Les chercheuses et chercheurs ont constaté dans les lacs brûlés une augmentation importante des concentrations d’azote, de phosphore, de carbone organique et de matières en suspension, ainsi qu’une réduction de la clarté de l’eau et du pH. Ces changements seraient proportionnels à la gravité et à la superficie des feux.

Causes et conséquences à préciser

Jean-François Lapierre

Pour l’instant, l’équipe ne sait pas avec certitude quel phénomène cause ces perturbations. Jean-François Lapierre avance qu’il s’agit probablement d’un accroissement du ruissellement de l'eau de pluie de la terre vers les lacs en raison de la diminution de l’évapotranspiration, de l’absorption des nutriments par les plantes, de l’interception des précipitations par la canopée et de l’absorption de l’eau par le sol.

«Après un feu, la matière organique est moins bien retenue dans les sols par la végétation et est ainsi lessivée davantage vers les lacs. Heureusement, si cette hypothèse s’avère, on peut présumer que les effets des feux s’estomperont au fur et à mesure que les arbres et les plantes repousseront», explique le chercheur.

Le professeur tient à préciser qu’une réduction de la clarté de l’eau et une augmentation des nutriments ne sont pas dommageables en soi. Cependant, à plus long terme, si l’eau des lacs brûlés est chlorée pour la consommation humaine et présente une forte concentration de carbone, les deux éléments pourraient interagir. La perte de transparence de l’eau pourrait aussi influencer la température et l’oxygénation des différentes couches d’eau, modifiant ensuite la production primaire d’algues et de cyanobactéries.

«Certaines études laissent entendre que les changements dans la transparence de l’eau et dans la concentration de nutriments pourraient aussi accroître la bioamplification des métaux des phytoplanctons vers les poissons», ajoute Jean-François Lapierre.

Des effets potentiellement plus larges?

Mathilde Bélair

L’étude menée au Minnesota étant terminée, Jean-François Lapierre et Mathilde Bélair explorent actuellement des questions similaires quant aux lacs du Québec. S’ils s’attendent à des résultats comparables sur le plan de la clarté de l’eau et des nutriments, l’équipe souhaite aussi investiguer davantage du côté du cycle du carbone.

«On veut savoir ce que devient le carbone contenu dans les sols après un feu: est-ce qu’il retourne dans l’atmosphère sous forme de gaz ou est-il emprisonné dans les sédiments des lacs?
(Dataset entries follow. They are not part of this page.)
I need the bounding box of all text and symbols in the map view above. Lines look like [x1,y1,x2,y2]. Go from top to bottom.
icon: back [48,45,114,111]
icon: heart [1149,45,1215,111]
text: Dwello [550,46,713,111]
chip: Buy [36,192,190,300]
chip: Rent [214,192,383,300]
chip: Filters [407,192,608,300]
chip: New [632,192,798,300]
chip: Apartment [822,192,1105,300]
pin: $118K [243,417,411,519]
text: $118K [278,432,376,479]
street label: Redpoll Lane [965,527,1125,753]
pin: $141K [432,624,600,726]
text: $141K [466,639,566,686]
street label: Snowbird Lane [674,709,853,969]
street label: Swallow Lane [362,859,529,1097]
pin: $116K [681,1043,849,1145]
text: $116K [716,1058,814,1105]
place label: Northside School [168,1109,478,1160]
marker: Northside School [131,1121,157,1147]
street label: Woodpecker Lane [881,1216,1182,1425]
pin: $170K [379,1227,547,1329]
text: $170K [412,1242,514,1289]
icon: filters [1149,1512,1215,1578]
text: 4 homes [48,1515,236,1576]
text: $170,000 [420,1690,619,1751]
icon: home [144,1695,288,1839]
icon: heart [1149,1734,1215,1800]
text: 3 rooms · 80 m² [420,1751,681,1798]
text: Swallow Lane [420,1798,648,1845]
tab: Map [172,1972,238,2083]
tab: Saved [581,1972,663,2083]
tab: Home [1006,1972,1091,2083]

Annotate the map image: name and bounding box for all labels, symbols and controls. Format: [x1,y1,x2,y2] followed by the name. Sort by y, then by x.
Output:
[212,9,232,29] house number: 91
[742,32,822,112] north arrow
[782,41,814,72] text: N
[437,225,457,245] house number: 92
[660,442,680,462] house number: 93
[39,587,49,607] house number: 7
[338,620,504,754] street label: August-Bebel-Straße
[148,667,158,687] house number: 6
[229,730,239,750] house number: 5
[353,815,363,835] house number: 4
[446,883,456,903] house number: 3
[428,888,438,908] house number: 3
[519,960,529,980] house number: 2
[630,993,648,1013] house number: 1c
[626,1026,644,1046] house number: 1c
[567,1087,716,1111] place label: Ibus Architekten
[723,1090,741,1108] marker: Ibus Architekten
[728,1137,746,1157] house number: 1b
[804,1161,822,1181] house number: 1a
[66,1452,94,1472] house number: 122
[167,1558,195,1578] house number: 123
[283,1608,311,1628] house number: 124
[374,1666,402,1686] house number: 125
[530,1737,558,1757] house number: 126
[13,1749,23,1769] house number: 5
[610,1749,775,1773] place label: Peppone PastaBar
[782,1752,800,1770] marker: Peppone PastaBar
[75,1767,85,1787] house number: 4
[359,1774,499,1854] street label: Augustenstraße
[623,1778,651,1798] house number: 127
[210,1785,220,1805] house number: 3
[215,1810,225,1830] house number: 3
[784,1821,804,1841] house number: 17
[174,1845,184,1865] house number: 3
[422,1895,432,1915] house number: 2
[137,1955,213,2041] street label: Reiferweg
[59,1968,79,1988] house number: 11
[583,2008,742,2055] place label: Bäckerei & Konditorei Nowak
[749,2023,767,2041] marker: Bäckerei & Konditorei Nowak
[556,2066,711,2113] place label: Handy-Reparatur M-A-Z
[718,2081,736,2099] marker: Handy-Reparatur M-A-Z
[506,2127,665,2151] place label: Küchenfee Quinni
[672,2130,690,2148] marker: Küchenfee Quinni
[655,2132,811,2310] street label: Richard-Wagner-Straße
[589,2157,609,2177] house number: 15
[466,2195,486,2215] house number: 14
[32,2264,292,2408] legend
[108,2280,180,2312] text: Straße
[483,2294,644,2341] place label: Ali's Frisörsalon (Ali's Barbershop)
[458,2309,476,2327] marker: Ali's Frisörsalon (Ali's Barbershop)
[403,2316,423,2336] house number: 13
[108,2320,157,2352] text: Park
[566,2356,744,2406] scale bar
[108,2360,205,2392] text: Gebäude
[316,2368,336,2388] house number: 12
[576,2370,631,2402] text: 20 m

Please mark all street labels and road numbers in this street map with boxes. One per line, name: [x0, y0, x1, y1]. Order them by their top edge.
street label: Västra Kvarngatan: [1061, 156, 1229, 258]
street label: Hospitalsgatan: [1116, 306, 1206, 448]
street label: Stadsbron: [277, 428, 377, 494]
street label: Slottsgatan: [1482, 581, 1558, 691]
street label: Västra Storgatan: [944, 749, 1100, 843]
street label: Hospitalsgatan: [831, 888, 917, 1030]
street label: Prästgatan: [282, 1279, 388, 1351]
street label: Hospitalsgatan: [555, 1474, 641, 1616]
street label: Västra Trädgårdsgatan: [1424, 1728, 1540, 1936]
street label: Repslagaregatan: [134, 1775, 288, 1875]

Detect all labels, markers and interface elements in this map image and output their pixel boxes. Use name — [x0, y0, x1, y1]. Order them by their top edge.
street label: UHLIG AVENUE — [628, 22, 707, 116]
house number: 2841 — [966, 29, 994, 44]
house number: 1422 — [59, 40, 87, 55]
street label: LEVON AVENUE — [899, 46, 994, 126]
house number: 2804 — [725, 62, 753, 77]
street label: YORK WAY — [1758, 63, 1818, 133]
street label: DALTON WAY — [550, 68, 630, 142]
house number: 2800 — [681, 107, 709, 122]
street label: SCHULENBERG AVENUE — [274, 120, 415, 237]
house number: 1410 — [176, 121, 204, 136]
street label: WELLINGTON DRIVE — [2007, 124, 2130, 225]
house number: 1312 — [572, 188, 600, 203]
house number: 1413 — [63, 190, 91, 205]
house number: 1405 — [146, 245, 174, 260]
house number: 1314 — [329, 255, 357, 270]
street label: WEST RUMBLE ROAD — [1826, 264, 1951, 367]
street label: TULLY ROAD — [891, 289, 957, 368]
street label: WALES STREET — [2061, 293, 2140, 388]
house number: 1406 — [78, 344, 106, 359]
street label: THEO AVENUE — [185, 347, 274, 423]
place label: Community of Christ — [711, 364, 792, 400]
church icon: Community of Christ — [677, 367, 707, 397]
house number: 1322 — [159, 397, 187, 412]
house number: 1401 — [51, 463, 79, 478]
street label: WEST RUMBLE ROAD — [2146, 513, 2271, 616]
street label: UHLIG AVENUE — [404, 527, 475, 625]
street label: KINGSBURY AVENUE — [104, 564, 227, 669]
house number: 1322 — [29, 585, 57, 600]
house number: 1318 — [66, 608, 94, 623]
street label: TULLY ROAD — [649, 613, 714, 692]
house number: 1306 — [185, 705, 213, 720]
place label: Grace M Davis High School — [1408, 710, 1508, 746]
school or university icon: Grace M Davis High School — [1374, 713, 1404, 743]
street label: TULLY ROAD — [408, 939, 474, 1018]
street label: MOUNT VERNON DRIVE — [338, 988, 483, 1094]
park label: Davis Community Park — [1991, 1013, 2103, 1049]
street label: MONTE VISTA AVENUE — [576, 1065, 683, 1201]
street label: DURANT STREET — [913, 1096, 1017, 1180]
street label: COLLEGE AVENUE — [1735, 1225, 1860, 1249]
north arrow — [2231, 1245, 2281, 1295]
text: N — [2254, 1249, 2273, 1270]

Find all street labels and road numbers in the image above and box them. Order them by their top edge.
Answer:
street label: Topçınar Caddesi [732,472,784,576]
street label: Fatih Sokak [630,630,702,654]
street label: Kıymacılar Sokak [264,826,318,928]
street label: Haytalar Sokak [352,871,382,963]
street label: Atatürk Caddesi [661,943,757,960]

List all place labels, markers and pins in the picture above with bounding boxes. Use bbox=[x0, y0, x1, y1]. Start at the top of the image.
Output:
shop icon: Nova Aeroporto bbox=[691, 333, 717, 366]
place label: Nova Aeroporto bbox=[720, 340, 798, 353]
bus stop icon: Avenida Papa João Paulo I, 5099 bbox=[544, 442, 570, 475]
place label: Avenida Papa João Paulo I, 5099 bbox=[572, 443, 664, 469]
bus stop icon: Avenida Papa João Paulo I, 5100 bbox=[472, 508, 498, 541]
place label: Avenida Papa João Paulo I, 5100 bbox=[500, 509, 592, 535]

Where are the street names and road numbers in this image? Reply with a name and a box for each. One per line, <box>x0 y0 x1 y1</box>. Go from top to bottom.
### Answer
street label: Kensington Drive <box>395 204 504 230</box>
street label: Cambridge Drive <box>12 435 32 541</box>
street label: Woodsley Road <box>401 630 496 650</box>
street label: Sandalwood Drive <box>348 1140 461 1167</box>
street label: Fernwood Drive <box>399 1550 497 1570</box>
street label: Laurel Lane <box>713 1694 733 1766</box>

Bref, y a-t-il une perte massive de carbone ou un transfert de carbone du milieu terrestre au milieu aquatique?» s’interroge le chercheur.

Rappelons que les incendies de forêt expulsent des milliards de tonnes de CO2 en dévorant de grandes quantités de matière organique. Si les lacs n’absorbent pas le carbone des sols, on peut donc considérer que le bilan carbone de ces feux pourrait être encore plus lourd que ce qui avait été envisagé.